A new study has found that multitasking during homework can slow things down but doesn't harm the performance of an academic task. "Students who send and receive instant messages while completing a reading assignment take longer to get through their texts but apparently still manage to understand what they’re reading," Education Week reports, citing the study by psychology Prof. Laura L. Bowman at Central Connecticut State University. For the research, students were divided into three groups – one that did no IM-ing while reading an assignment; one that answered IMs first, then did the reading; and a third multitasking group that chatted in IM while reading. "The third group took about 15 minutes longer than the other two groups to complete the reading – roughly 50% more time than the other two groups took.
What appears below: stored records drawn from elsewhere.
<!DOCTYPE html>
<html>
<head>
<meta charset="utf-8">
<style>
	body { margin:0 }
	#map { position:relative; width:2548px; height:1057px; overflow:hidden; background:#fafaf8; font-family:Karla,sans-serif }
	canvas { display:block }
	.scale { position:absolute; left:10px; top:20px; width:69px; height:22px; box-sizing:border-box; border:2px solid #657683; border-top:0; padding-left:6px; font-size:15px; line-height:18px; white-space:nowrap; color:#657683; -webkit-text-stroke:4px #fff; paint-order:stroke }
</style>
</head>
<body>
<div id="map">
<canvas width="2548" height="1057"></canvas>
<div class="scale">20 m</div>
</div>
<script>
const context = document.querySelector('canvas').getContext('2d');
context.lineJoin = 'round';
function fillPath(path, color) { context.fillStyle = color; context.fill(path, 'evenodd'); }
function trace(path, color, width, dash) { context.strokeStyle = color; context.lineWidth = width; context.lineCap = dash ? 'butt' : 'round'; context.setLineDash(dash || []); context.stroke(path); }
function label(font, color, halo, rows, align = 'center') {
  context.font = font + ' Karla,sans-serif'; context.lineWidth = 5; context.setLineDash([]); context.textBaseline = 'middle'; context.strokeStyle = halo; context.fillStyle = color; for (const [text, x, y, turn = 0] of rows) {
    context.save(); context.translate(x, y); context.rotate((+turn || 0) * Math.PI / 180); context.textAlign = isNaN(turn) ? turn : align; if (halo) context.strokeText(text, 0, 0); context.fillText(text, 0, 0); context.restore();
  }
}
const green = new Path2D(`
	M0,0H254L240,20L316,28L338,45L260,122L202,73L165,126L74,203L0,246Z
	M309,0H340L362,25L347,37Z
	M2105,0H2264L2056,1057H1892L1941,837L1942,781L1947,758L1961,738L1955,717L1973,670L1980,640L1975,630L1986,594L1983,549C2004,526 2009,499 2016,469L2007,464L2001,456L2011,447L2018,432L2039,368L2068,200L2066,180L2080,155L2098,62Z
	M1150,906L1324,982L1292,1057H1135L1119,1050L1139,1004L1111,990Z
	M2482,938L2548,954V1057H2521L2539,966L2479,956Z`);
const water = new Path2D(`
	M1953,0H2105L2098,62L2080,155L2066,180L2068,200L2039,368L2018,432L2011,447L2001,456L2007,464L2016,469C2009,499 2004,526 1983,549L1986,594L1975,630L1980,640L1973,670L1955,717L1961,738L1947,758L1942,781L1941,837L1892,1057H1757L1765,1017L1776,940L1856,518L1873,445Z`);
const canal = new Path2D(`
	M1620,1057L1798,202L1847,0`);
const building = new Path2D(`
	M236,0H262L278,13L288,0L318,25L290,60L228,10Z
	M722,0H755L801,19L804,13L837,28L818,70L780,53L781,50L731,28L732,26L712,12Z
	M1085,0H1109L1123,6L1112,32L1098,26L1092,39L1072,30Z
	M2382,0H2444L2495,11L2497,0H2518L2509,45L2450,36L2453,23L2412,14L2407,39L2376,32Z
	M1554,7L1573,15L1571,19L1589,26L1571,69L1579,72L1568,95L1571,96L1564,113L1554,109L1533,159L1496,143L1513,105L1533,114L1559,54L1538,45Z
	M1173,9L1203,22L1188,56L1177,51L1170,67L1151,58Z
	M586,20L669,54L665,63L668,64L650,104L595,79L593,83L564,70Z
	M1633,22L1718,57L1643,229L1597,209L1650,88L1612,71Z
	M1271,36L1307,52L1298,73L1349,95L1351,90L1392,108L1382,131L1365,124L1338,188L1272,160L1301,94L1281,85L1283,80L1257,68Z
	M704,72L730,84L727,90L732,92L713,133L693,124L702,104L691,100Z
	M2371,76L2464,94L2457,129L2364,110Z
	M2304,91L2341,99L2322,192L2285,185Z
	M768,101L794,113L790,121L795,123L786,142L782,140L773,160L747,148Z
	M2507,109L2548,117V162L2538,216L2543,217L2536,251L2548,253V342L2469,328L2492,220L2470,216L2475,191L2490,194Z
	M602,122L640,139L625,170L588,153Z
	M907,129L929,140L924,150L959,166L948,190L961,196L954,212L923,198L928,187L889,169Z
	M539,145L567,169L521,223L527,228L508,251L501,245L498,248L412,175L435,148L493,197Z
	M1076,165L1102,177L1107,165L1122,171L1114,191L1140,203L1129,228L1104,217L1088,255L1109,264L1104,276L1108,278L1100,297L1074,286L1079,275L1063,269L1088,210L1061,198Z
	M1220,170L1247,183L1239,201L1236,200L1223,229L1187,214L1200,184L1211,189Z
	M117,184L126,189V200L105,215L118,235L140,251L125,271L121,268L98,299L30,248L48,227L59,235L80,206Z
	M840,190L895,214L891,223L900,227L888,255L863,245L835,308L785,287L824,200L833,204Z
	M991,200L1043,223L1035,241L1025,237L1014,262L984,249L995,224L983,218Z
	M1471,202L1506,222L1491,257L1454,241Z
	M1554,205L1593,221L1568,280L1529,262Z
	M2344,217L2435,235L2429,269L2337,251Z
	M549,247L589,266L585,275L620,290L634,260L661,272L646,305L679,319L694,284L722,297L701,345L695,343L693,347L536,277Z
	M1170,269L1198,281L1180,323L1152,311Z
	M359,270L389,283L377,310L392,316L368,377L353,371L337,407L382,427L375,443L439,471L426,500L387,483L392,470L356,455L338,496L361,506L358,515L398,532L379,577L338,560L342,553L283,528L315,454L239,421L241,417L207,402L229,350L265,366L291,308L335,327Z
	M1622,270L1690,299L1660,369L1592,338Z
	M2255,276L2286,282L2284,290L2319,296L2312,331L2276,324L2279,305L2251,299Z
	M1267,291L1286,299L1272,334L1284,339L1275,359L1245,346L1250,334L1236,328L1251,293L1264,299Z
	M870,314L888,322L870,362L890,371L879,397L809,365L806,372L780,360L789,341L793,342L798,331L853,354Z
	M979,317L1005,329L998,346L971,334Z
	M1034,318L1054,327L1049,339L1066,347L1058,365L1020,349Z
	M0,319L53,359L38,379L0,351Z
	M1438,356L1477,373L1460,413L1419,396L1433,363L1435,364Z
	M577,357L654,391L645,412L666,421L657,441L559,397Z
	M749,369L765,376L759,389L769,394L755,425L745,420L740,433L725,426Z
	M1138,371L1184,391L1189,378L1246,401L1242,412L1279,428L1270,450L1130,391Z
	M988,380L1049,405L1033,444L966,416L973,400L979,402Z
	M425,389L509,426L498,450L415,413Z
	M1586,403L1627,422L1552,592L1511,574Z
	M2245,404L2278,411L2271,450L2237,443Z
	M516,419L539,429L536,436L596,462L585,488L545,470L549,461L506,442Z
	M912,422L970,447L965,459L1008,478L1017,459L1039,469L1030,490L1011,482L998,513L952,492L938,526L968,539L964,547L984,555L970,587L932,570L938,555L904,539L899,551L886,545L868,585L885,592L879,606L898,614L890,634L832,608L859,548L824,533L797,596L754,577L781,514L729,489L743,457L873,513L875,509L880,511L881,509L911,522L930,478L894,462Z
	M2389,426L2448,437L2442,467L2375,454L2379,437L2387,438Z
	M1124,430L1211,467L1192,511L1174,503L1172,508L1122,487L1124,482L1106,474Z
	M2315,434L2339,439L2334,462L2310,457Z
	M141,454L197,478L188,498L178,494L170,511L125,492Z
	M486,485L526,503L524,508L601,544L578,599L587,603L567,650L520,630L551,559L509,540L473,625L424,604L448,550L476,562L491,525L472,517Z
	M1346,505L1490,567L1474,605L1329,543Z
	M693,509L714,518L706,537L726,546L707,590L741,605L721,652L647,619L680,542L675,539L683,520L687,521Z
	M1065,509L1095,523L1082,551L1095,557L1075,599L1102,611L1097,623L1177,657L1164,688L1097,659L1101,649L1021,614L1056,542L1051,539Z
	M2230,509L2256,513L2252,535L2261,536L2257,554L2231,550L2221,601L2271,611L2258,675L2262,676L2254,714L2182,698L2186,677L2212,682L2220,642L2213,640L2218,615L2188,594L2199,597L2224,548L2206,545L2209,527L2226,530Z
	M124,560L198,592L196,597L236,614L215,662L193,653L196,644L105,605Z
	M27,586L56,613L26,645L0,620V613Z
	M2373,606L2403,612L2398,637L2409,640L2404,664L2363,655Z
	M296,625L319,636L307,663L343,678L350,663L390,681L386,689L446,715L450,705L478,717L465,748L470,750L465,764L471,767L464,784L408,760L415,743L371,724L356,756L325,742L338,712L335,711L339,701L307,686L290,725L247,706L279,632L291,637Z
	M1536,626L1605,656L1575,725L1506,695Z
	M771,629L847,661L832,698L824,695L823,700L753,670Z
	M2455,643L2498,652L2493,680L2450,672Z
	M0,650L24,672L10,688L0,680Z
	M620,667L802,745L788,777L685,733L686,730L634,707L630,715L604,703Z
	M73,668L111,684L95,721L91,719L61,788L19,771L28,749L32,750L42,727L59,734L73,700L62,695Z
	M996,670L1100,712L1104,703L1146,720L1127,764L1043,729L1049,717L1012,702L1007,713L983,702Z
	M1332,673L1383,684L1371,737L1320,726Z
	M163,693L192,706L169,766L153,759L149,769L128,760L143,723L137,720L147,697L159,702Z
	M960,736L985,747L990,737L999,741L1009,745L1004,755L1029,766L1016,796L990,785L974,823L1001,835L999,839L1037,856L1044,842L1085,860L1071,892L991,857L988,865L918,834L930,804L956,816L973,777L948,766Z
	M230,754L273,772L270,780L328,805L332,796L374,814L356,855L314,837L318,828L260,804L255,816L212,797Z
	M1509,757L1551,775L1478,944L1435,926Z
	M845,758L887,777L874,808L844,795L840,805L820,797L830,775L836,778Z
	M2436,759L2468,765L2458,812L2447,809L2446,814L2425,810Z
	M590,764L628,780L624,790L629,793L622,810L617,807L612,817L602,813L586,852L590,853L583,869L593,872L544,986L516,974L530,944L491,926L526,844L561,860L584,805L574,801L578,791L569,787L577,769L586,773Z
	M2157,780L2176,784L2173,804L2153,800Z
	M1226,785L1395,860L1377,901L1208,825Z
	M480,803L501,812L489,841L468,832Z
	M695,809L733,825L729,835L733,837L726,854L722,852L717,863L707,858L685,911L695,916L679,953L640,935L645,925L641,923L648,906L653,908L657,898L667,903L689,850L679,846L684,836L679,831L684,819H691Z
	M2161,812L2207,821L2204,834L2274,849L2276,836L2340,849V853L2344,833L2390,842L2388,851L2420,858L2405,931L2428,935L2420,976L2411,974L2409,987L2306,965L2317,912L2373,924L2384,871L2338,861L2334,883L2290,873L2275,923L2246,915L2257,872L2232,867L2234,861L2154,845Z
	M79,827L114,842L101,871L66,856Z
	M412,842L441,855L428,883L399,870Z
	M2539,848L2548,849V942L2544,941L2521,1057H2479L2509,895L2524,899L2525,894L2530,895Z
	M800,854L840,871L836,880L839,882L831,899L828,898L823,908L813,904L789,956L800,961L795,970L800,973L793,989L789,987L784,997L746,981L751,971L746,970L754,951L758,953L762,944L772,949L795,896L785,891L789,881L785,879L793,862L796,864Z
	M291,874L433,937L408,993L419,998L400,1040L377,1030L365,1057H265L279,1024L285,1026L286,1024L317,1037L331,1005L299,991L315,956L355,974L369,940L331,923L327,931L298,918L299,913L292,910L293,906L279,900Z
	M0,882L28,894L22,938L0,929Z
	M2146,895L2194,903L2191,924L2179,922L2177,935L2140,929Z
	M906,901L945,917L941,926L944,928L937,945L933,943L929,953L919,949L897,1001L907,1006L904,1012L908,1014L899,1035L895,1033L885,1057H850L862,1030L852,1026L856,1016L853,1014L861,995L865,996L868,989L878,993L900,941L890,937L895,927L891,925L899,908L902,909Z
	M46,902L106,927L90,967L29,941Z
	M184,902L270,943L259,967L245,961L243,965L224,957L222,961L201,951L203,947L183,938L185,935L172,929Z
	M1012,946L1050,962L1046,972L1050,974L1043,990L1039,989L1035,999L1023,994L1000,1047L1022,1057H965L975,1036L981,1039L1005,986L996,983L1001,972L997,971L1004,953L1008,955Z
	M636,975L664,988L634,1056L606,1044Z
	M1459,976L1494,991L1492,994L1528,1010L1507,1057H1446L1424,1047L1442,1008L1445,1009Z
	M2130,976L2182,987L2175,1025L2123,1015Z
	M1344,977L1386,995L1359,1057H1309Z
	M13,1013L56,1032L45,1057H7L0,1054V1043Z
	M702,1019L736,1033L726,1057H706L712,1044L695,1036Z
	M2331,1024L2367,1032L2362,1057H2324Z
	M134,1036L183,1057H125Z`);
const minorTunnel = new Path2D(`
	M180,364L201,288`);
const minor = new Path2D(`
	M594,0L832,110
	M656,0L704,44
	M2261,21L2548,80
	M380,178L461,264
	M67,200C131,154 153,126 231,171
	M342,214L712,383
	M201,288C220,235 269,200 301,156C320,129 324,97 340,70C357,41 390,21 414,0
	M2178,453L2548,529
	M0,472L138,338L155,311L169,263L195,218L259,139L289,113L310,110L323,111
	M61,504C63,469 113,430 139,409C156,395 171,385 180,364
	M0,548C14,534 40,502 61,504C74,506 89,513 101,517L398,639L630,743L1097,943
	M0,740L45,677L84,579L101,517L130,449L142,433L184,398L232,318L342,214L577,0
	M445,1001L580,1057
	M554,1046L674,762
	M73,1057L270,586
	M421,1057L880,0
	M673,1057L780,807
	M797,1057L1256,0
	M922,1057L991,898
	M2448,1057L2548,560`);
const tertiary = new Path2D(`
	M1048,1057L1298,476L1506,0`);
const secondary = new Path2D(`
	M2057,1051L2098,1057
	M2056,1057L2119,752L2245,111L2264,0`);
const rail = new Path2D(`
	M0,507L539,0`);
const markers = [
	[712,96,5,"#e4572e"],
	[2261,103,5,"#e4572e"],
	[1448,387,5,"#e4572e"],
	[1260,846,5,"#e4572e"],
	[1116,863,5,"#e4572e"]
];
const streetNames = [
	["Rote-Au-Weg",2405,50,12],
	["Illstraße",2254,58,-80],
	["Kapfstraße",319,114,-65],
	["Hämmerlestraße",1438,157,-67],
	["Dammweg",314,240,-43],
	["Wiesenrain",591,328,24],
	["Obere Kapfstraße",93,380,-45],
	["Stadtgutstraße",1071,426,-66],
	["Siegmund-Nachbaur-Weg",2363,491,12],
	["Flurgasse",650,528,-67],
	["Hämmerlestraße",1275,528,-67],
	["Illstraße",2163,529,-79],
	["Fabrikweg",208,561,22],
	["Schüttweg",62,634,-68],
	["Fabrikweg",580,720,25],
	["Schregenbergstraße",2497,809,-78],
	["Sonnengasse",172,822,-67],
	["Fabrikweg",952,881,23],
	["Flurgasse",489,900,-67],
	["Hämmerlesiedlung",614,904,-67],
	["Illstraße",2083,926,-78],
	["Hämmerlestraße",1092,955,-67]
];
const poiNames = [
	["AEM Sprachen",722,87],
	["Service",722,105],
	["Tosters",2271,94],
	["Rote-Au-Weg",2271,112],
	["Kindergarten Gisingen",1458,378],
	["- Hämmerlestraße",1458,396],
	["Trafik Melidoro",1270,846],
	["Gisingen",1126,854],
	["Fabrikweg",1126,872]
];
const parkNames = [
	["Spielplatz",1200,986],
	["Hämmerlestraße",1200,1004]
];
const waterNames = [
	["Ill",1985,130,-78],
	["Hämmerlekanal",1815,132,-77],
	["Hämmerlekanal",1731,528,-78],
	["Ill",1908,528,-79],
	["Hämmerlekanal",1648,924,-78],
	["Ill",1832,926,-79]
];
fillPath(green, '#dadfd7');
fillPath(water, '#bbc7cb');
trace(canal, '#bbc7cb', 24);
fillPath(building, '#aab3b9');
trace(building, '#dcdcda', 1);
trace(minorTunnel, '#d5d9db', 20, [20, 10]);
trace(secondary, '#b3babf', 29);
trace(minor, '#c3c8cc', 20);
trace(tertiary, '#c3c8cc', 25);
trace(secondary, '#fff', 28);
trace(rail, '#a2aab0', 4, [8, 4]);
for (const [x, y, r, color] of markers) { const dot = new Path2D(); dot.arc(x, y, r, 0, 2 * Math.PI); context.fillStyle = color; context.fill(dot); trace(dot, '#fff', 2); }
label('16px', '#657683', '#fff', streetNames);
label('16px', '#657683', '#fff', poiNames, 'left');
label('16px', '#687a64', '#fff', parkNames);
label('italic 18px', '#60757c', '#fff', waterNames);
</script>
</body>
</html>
See also what "digital native" blogger Diana Kimball says about other recent research on the subject and what to do about "switch tasking," one of the types of multitasking discussed in The Myth of Multitasking, by Dave Crenshaw: "The key," she says to parents, "lies in laying out the facts and discussing strategies…. Writing a stellar book report might not be a cause compelling enough to warrant total focus, every young person will at some point find a pursuit worth paying attention to. Maybe it’s writing short stories; maybe writing music. Maybe it’s making art. But when that pursuit comes along, they’re going to want to know how to firewall their attention, focus their efforts, and – for once – stop switching." She says limiting teens' Net access doesn't work.